9. En premier lieu, M. C soutient que la décision attaquée est insuffisamment motivée. Elle vise les stipulations de l'article 3 de la convention européenne de sauvegarde des droits de l'homme et des libertés fondamentales et les dispositions du code de l'entrée et du séjour des étrangers et du droit d'asile applicables et rappelle les principaux éléments de la situation administrative, familiale et personnelle du requérant. Par suite, le moyen tiré de l'insuffisance de motivation de la décision en litige doit être écarté comme manquant en fait.
10. En deuxième lieu, l'illégalité de la décision portant obligation de quitter le territoire français n'étant pas établie, l'exception d'illégalité de cette décision, soulevée à l'appui des conclusions dirigées contre la décision fixant le pays de destination, ne peut qu'être écartée.
11. En troisième lieu, M. C soutient que la décision attaquée méconnait les stipulations des articles 3 et 8 de la convention européenne de sauvegarde des droits de l'homme et des libertés fondamentales au motif qu'il est exposé à un risque réel de subir des traitements inhumains ou dégradants constitutifs d'une atteinte grave à sa vie en cas de retour dans son pays d'origine, le Mali. Il fait ainsi valoir le risque de persécutions eu égard à son orientation sexuelle, contraire aux mœurs promues au Mali et sévèrement réprimée. Toutefois, M. C, dont la demande d'asile a été rejetée par l'Office français de protection des réfugiés et apatrides et la Cour nationale du droit d'asile, ne produit à l'appui de ses allégations que son adhésion le 4 février 2023 à l'association ARDHIS qui lutte en faveur de la reconnaissance des droits des personnes homosexuelles et trans, adhésion qui à elle seule ne suffit pas à établir ses allégations. Il s'ensuit que le moyen ne peut qu'être écarté.

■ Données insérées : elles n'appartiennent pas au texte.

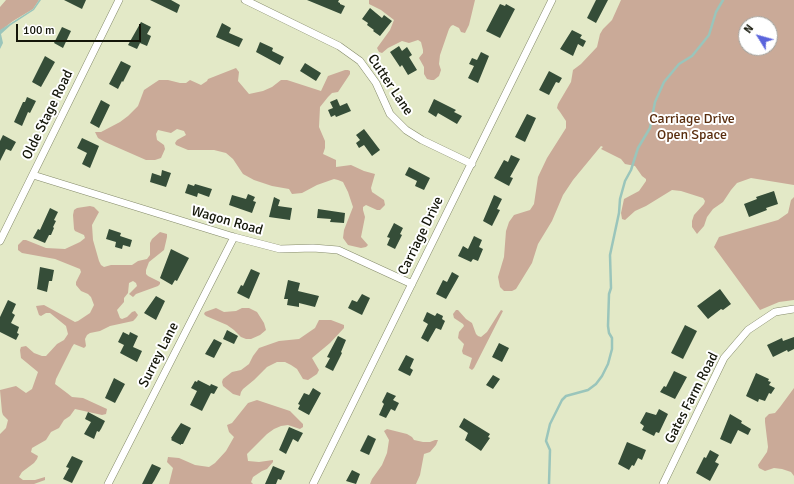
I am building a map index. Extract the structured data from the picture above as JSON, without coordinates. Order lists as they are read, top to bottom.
{
  "streets": {
    "street": [
      "Cutter Lane",
      "Olde Stage Road",
      "Wagon Road",
      "Carriage Drive",
      "Surrey Lane",
      "Gates Farm Road"
    ]
  },
  "crossings": [
    ["Cutter Lane", "Carriage Drive"],
    ["Olde Stage Road", "Wagon Road"],
    ["Wagon Road", "Carriage Drive"],
    ["Wagon Road", "Surrey Lane"]
  ],
  "parks": ["Carriage Drive Open Space"],
  "scale_bar": "100 m",
  "north": "top left"
}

12. En dernier lieu, il ne ressort pas des pièces du dossier que la décision attaquée ait été prise sans qu'il ait été procédé à un examen particulier de la situation du requérant. Par suite, ce moyen ne peut qu'être écarté.
13. Il résulte de ce qui précède que M. C n'est pas fondé à demander l'annulation de la décision fixant le pays à destination duquel il est susceptible d'être éloigné.

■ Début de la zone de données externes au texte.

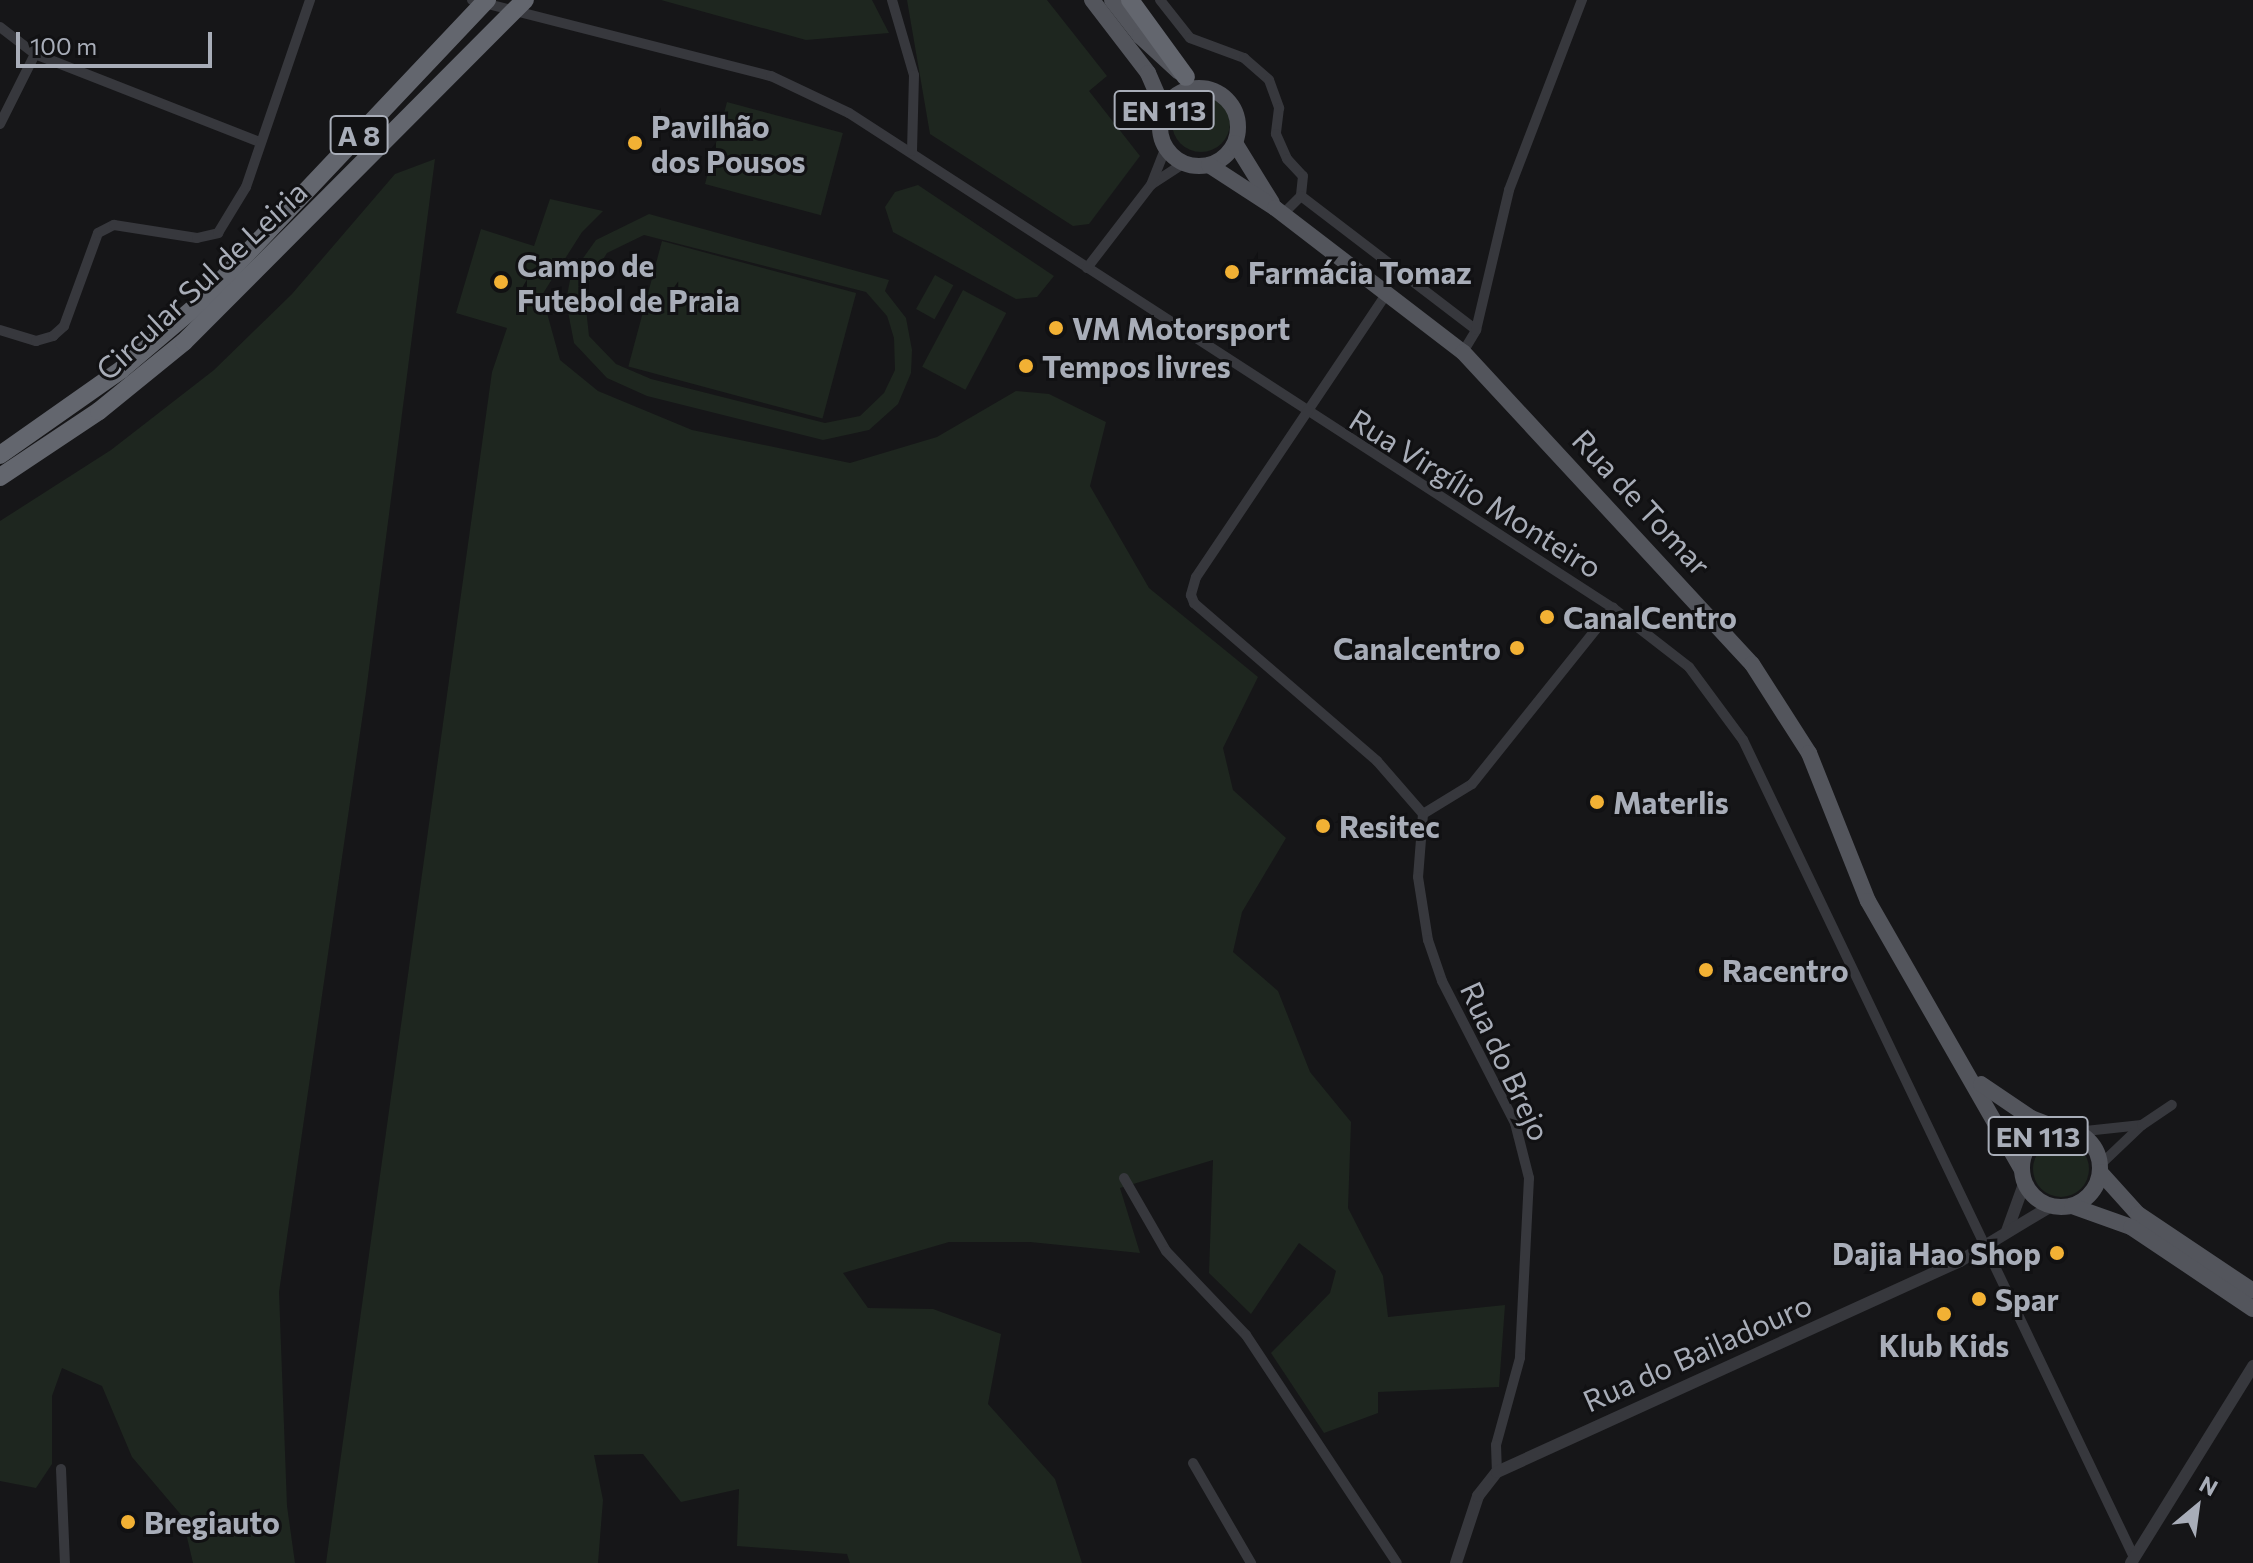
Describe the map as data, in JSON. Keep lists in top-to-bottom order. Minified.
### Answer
{"streets":{"highway":["A 8","Circular Sul de Leiria"],"main road":["EN 113","Rua de Tomar"],"street":["Rua Virgílio Monteiro","Rua do Brejo","Rua do Bailadouro"]},"crossings":[["EN 113","Rua de Tomar"],["EN 113","Rua do Bailadouro"],["Rua Virgílio Monteiro","Rua do Bailadouro"],["Rua de Tomar","Rua do Bailadouro"],["Rua do Brejo","Rua do Bailadouro"]],"places":["Pavilhão dos Pousos","Farmácia Tomaz","Campo de Futebol de Praia","VM Motorsport","Tempos livres","CanalCentro","Canalcentro","Materlis","Resitec","Racentro","Dajia Hao Shop","Spar","Klub Kids","Bregiauto"],"scale_bar":"100 m","north":"top right"}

14. Il résulte de tout ce qui précède que les conclusions à fin d'annulation de M. C doivent être rejetées. Il en va de même, par voie de conséquence, de ses conclusions à fin d'injonction et de ses conclusions présentées au titre de l'article L. 761-1 du code de justice administrative et de l'article 37 de la loi du 10 juillet 1991 relative à l'aide juridique.
D E C I D E :
Article 1er : Il n'y a pas lieu de statuer sur la demande de M. C tendant au bénéfice de l'aide juridictionnelle à titre provisoire.
Article 2 : Le surplus des conclusions de la requête de M. C est rejeté.
Article 3 : Le présent jugement sera notifié à M. B C, à la préfète du Val-de-Marne et à Me Delimi.
Copie en sera adressée au ministre de l'intérieur.
Rendu public par mise à disposition au greffe le 22 juillet 2024.
Le magistrat désigné,
M. DECLERCQLa greffière,
V. GUILLEMARD
La République mande et ordonne à la préfète du Val-de-Marne en ce qui la concerne ou à tous commissaires de justice à ce requis en ce qui concerne les voies de droit commun contre les parties privées, de pourvoir à l'exécution de la présente décision.